The results reveal a rich phase diagram containing four distinct regions: (i) the normal (unpaired) phase at high temperature; (ii) the conventional BCS superfluid at moderate asymmetry and temperature; (iii) the LOFF phase, which appears in a narrow band of low temperature and relatively high density where the Fermi‑surface mismatch can be partially compensated by a finite pair momentum Q; and (iv) a phase‑separated region where a symmetric BCS (or BEC) component coexists with a normal neutron‑rich component. As the density is lowered, the BCS superfluid continuously evolves into a Bose‑Einstein condensate (BEC) of deuterons, characterized by a sign change of the average chemical potential (\bar\mu) and a crossover of the coherence length ξ from ξ≫d (d is the inter‑particle spacing) to ξ≪d. The PS‑BCS region similarly transforms into a PS‑BEC state, i.e., a mixture of a deuteron BEC and a dilute neutron gas.

Two tricritical points are found for each value of the asymmetry α; one of them is a Lifshitz point where the LOFF phase meets the BCS and normal phases. For a particular asymmetry (α≈0.255) the two tricritical points merge into a tetracritical point, indicating simultaneous coexistence of four phases. Most phase boundaries are second‑order (continuous), except the PS‑BCS to LOFF transition, which is first‑order. The LOFF region expands with increasing asymmetry but shrinks as temperature rises, reflecting the reduced phase‑space overlap of neutron and proton Fermi surfaces.

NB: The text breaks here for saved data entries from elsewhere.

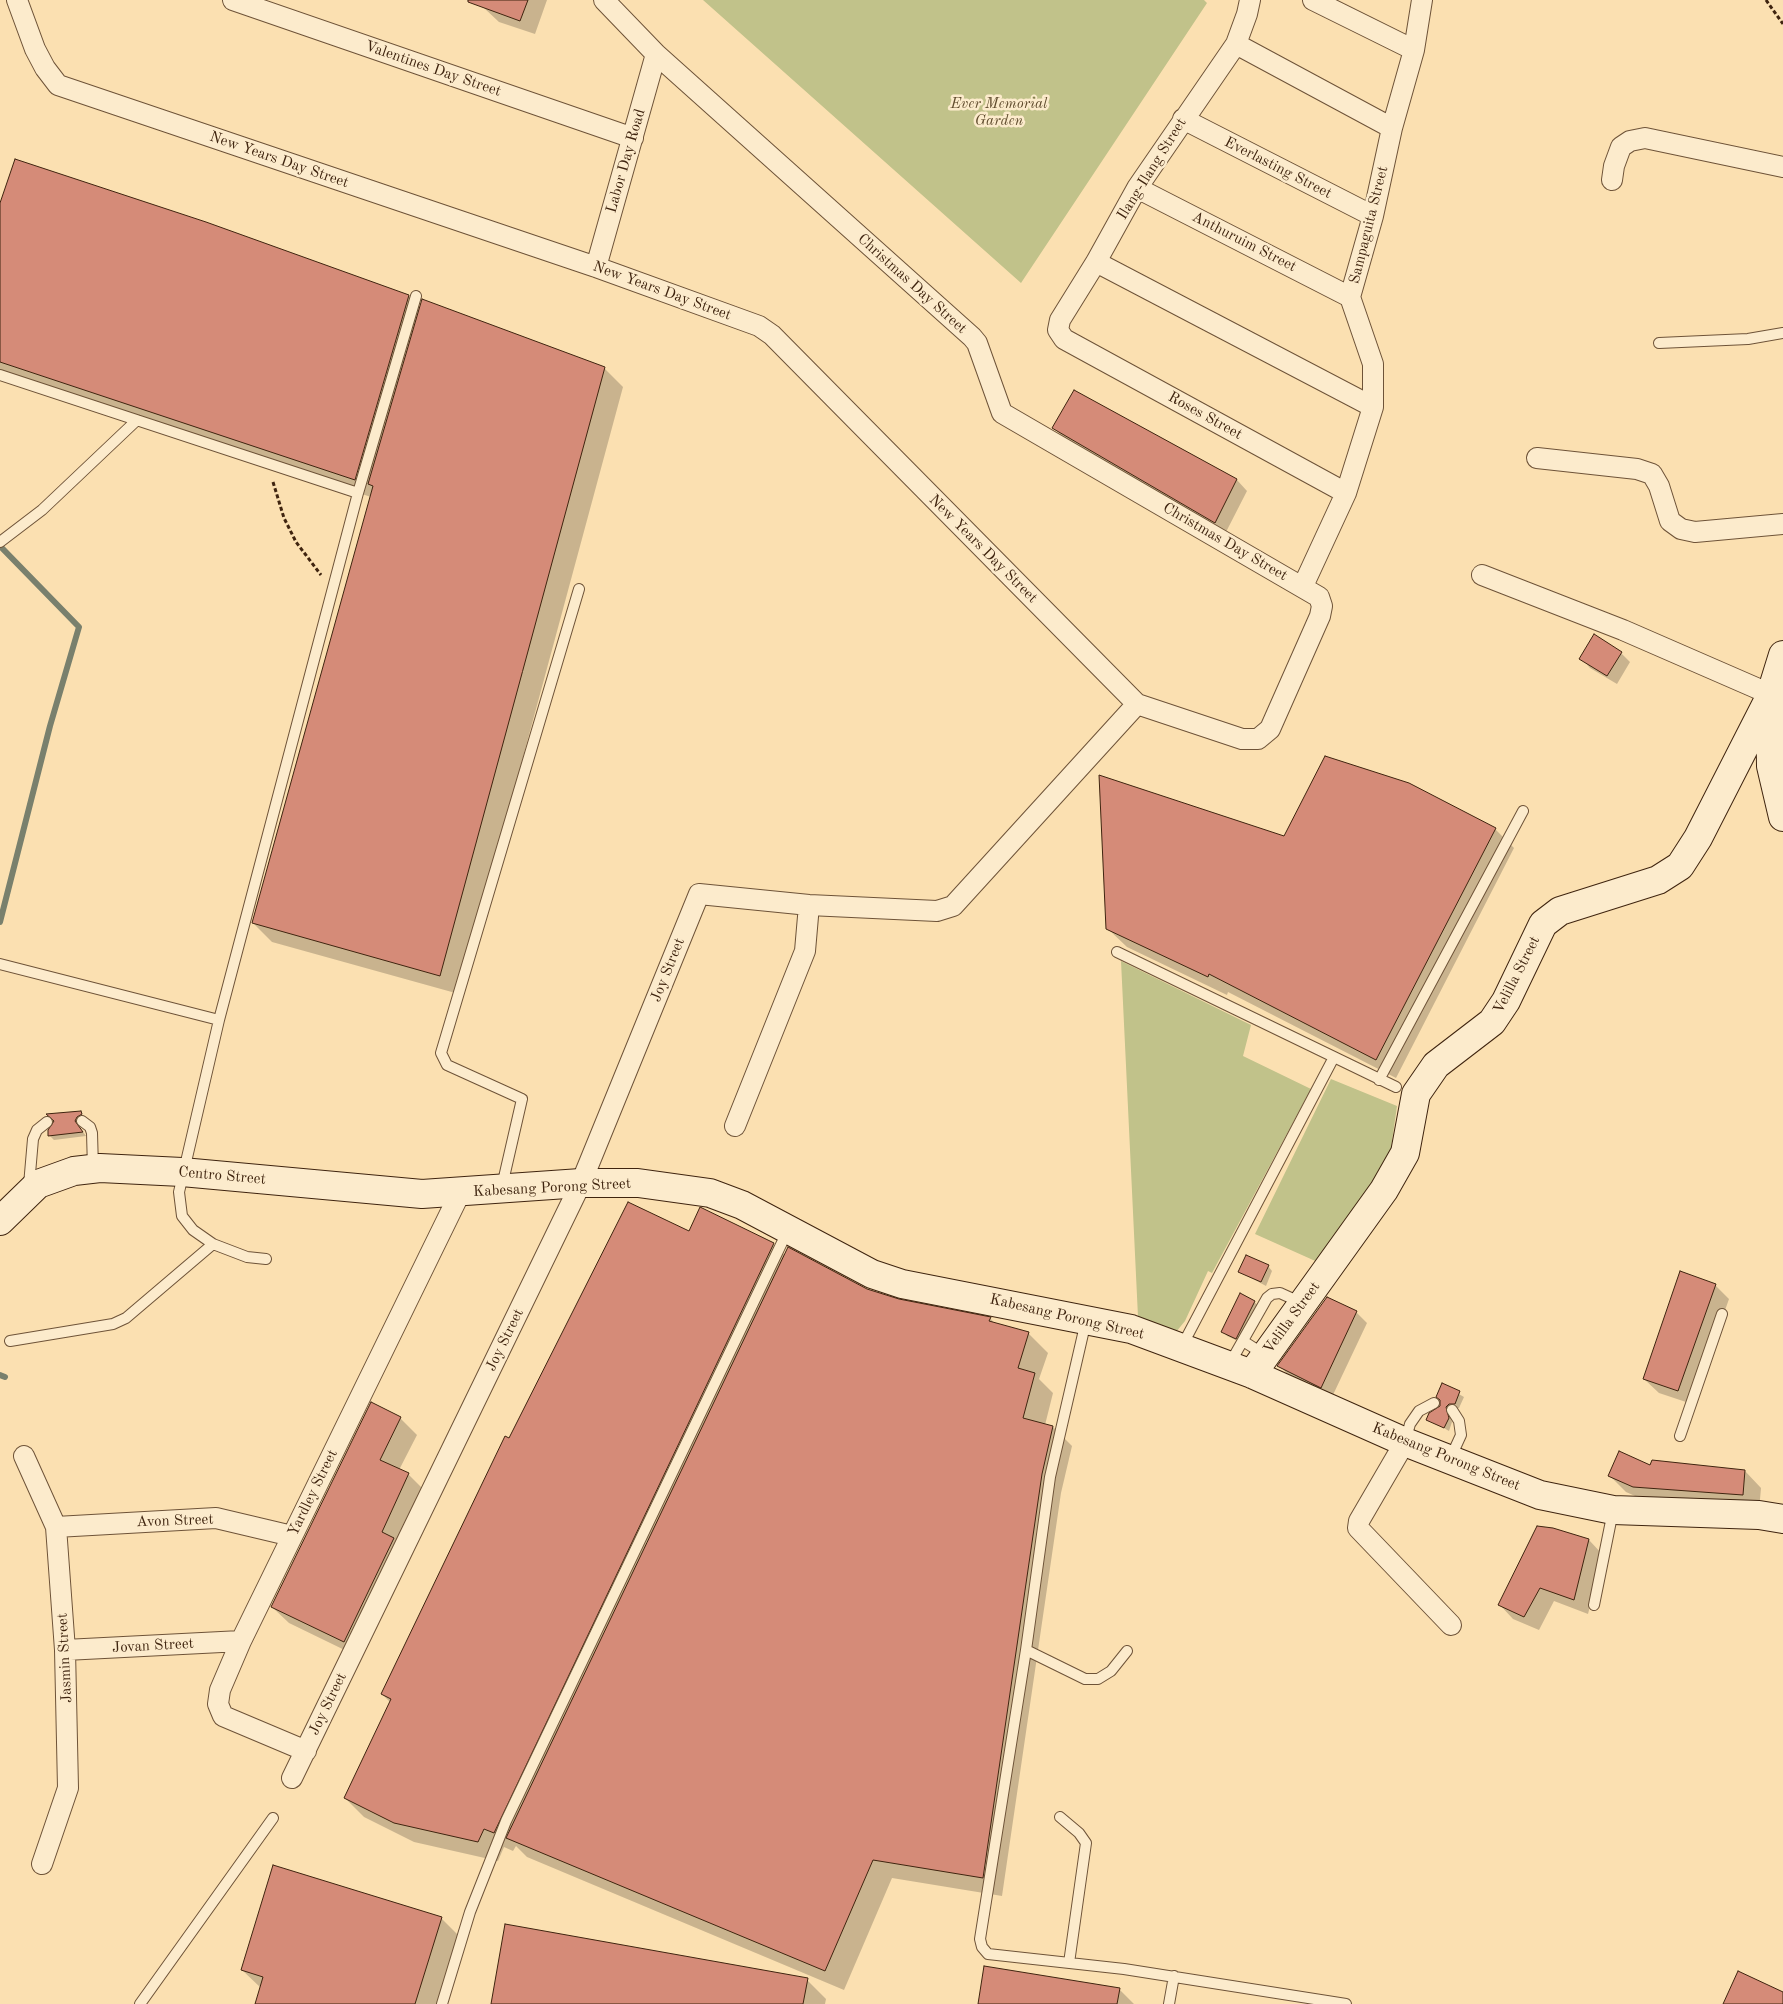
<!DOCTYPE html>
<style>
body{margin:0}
canvas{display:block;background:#fbe0b1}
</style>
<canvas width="1783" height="2004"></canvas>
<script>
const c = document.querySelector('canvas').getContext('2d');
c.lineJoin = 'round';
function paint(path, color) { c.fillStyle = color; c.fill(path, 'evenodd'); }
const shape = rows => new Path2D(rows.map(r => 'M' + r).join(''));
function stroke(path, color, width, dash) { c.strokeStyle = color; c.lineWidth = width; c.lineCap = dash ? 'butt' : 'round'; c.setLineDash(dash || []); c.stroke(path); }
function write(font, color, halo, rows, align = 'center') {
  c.font = font + ' "Old Standard TT",serif'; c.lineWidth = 5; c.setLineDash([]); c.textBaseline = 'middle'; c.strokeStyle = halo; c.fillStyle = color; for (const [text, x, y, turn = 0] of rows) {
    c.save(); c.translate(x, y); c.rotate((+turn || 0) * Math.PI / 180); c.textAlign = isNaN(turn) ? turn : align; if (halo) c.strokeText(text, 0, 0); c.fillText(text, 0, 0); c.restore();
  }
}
const green = shape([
 [703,0,1204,0,1207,3,1021,283],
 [1121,961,1251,1025,1243,1056,1311,1089,1212,1273,1208,1271,1185,1321,1176,1332,1138,1317],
 [1331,1079,1397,1106,1391,1148,1377,1177,1322,1264,1255,1234]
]);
const shadow = shape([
 [487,0,547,0,535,34,499,22,484,8],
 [0,207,409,296,421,308,604,368,623,387,459,994,272,942,253,923,371,497,0,374],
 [1075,392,1237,480,1247,491,1226,532,1064,438,1054,428],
 [1621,653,1630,662,1617,684,1590,668,1581,658],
 [1495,829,1514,848,1396,1078,1228,992,1227,995,1127,947,1107,928,1284,838],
 [81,1112,85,1119,81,1121,79,1126,86,1136,54,1140,49,1135,55,1122],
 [690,1233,773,1244,786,1256,867,1290,899,1301,990,1318,996,1325,1029,1334,1048,1353,1039,1379,1053,1393,1045,1425,1053,1427,1072,1446,1061,1493,1002,1896,892,1878,844,1990,527,1857,516,1846,513,1851,504,1847,498,1861,414,1842,364,1817,345,1798,391,1703,382,1694,509,1440],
 [1268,1266,1272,1271,1266,1286,1240,1272],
 [1715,1285,1729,1299,1692,1404,1659,1393,1644,1379],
 [1254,1302,1259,1306,1240,1342,1227,1336,1223,1331],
 [1356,1312,1367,1323,1332,1397,1289,1376,1279,1365],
 [1443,1385,1464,1397,1459,1408,1453,1408,1449,1412,1452,1422,1449,1431,1428,1419,1441,1407],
 [400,1418,417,1435,399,1470,408,1474,425,1491,361,1658,289,1623,272,1607],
 [1651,1467,1745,1471,1761,1488,1759,1511,1651,1503,1626,1492,1609,1475],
 [1552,1529,1589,1540,1603,1555,1588,1614,1554,1601,1539,1630,1513,1619,1499,1604],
 [441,1918,460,1937,440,2004,256,2004,261,1988,242,1970],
 [807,1980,826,1999,825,2004,492,2004],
 [1119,1989,1134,2004,979,2004]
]);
const stream = shape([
 [0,546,79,627,50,726,0,922],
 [0,1375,5,1377]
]);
const building = shape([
 [468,0,528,0,520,21,468,2,468,0],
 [15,159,206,222,409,295,355,480,0,362,0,203,15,159],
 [422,299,605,367,440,976,252,923,373,486,368,484,422,299],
 [1074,390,1237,479,1215,523,1052,428,1074,390],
 [1594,634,1622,652,1607,676,1579,659,1594,634],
 [1325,756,1409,783,1496,828,1376,1060,1209,974,1208,977,1106,929,1099,775,1284,836,1325,756],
 [81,1111,82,1114,77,1117,75,1121,83,1132,48,1136,48,1130,54,1121,46,1114,81,1111],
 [628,1202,689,1231,700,1207,774,1243,494,1833,484,1829,478,1842,394,1823,344,1798,391,1699,381,1694,505,1436,509,1438,628,1202],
 [788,1247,867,1289,899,1299,991,1317,989,1321,1029,1332,1018,1368,1035,1373,1023,1418,1053,1426,1042,1474,983,1878,873,1860,825,1971,506,1838,788,1247],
 [1246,1255,1269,1265,1261,1282,1238,1272,1246,1255],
 [1680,1271,1716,1284,1678,1391,1643,1379,1680,1271],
 [1240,1293,1255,1301,1236,1339,1221,1332,1240,1293],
 [1327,1297,1357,1311,1321,1388,1277,1366,1327,1297],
 [1442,1383,1460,1391,1455,1404,1449,1404,1446,1407,1449,1418,1444,1428,1426,1420,1429,1413,1440,1406,1440,1400,1436,1397,1442,1383],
 [371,1402,401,1417,380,1460,409,1473,382,1532,394,1538,344,1642,271,1607,371,1402],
 [1619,1451,1650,1465,1652,1460,1745,1470,1743,1495,1633,1487,1608,1476,1619,1451],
 [1537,1526,1553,1528,1589,1539,1574,1600,1540,1588,1524,1617,1498,1605,1537,1526],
 [273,1865,442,1917,415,2004,255,2004,263,1977,241,1970,273,1865],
 [505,1924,808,1978,803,2004,491,2004,505,1924],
 [984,1966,1120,1988,1117,2004,978,2004,984,1966],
 [1738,1971,1783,1992,1783,2004,1723,2004,1738,1971]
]);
const path = shape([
 [1766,0,1783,24],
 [273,482,284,518,296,542,321,575]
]);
const lane = shape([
 [1659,343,1748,339,1783,333],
 [0,375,358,493],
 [0,542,42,510,137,420],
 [1117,952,1396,1087],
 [0,964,219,1020],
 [1379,1080,1523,811],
 [82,1121,90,1127,92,1133,93,1168],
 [29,1185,33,1139,37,1130,47,1122],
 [502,1186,522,1099,447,1065,441,1053,579,589],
 [266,1259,247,1257,213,1244,193,1230,182,1216,179,1192,219,1020,358,493,416,296],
 [1086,1321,1050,1477,1026,1650,980,1939,982,1947,988,1954,1124,1969,1346,2004],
 [10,1341,113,1324,126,1318,213,1244],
 [1243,1341,1265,1355],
 [1182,1346,1334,1057],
 [1229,1365,1267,1298,1272,1294,1280,1293,1302,1303],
 [1680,1436,1722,1314],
 [1405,1442,1410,1424,1419,1411,1434,1403],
 [1450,1459,1461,1435,1459,1421,1452,1410],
 [1594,1605,1613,1511],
 [1026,1650,1085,1679,1098,1679,1111,1671,1127,1651],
 [1060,1817,1079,1833,1086,1843,1069,1963],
 [140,2004,273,1818],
 [442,2004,470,1912,506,1821,788,1230],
 [1169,2004,1174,1976]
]);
const street = shape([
 [17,0,35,49,45,68,58,85,596,267,759,326,772,335,1137,704,1242,739,1258,739,1270,729,1320,616,1322,606,1319,597,1002,413,977,343,972,337,656,54,604,0],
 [233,0,633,138],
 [1250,0,1247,14,1236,44,1137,188,1096,262,1060,320,1058,330,1064,339,1346,493],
 [1313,0,1414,50],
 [1236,44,1392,128],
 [1183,119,1373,216],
 [1612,180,1614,166,1621,147,1630,141,1645,138,1783,167],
 [1137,188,1350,297],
 [1096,262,1373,407],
 [596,267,656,54],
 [1537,458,1637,469,1652,474,1659,486,1670,521,1681,529,1695,532,1783,524],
 [1482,575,1623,630,1770,694],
 [1303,586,1346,493,1373,407,1373,364,1350,297,1373,216,1392,128,1414,50,1422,0],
 [735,1126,805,951,809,905],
 [1405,1442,1359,1521,1358,1528,1451,1625],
 [24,1456,56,1527,65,1650,68,1788,42,1864],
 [56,1527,216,1518,292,1536],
 [65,1650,241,1641],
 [306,1751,223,1716,218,1704,220,1690,241,1641,460,1193],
 [292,1778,581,1183,699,894,809,905,937,911,953,906,1137,704]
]);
const secondary = shape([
 [1770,701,1771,766,1783,817],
 [0,1221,38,1184,74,1171,100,1168,182,1172,422,1194,581,1183,638,1183,710,1193,742,1205,872,1274,902,1284,1131,1329,1252,1374,1405,1442,1540,1495,1613,1510,1759,1515,1783,1519],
 [1252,1374,1384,1190,1405,1153,1416,1094,1436,1065,1492,1022,1506,1001,1543,924,1560,911,1658,880,1680,866,1698,838,1770,697,1783,655]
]);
const streetNames = [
 ["Valentines Day Street",433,69,19],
 ["New Years Day Street",279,160,19],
 ["Labor Day Road",626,161,-74],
 ["Everlasting Street",1278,168,27],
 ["Ilang-Ilang Street",1152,169,-58],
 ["Sampaguita Street",1369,225,-76],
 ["Anthuruim Street",1244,242,27],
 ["Christmas Day Street",912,284,42],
 ["New Years Day Street",662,291,20],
 ["Roses Street",1205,416,29],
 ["Christmas Day Street",1225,542,30],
 ["New Years Day Street",983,549,45],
 ["Joy Street",668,970,-68],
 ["Velilla Street",1517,975,-63],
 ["Centro Street",222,1176,5],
 ["Kabesang Porong Street",552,1188,-3],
 ["Kabesang Porong Street",1067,1317,13],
 ["Velilla Street",1292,1318,-54],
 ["Joy Street",505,1340,-64],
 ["Kabesang Porong Street",1446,1457,22],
 ["Yardley Street",313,1493,-64],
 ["Avon Street",175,1521,-2],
 ["Jovan Street",153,1646,-3],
 ["Jasmin Street",65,1658,-93],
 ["Joy Street",328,1704,-64]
];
const parkNames = [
 ["Ever Memorial",999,104],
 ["Garden",999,121]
];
paint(green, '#c1c28a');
paint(shadow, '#0003');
stroke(stream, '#79806d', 6);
paint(building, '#d58b78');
stroke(building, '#3f240f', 1);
stroke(lane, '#6e5338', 12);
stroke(street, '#6e5338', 22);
stroke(secondary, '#3f240f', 30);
stroke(path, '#3f240f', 3, [4, 2.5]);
stroke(lane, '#fcebcc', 10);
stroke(street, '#fcebcc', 20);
stroke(secondary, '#fcebcc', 28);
write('15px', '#3f240f', '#fcebcc', streetNames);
write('italic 15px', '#604c2e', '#fcebcc', parkNames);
</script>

The authors discuss astrophysical implications, noting that the densities and temperatures explored correspond to conditions in supernova envelopes, proto‑neutron stars, and the outer layers of neutron stars, where deuteron formation and isospin‑asymmetric pairing are expected. The presence of LOFF and PS phases could affect neutrino transport, cooling rates, and the equation of state in these environments.

In summary, the paper extends the conventional BCS‑BEC crossover framework to imbalanced nuclear matter by incorporating both finite‑momentum pairing (LOFF) and spatial phase separation. It provides the first global phase diagram for dilute, isospin‑asymmetric nuclear matter, identifies the locations and nature of critical points, and highlights the relevance of these exotic superfluid phases to nuclear astrophysics and to other imbalanced fermionic systems such as ultracold atomic gases and color‑superconducting quark matter.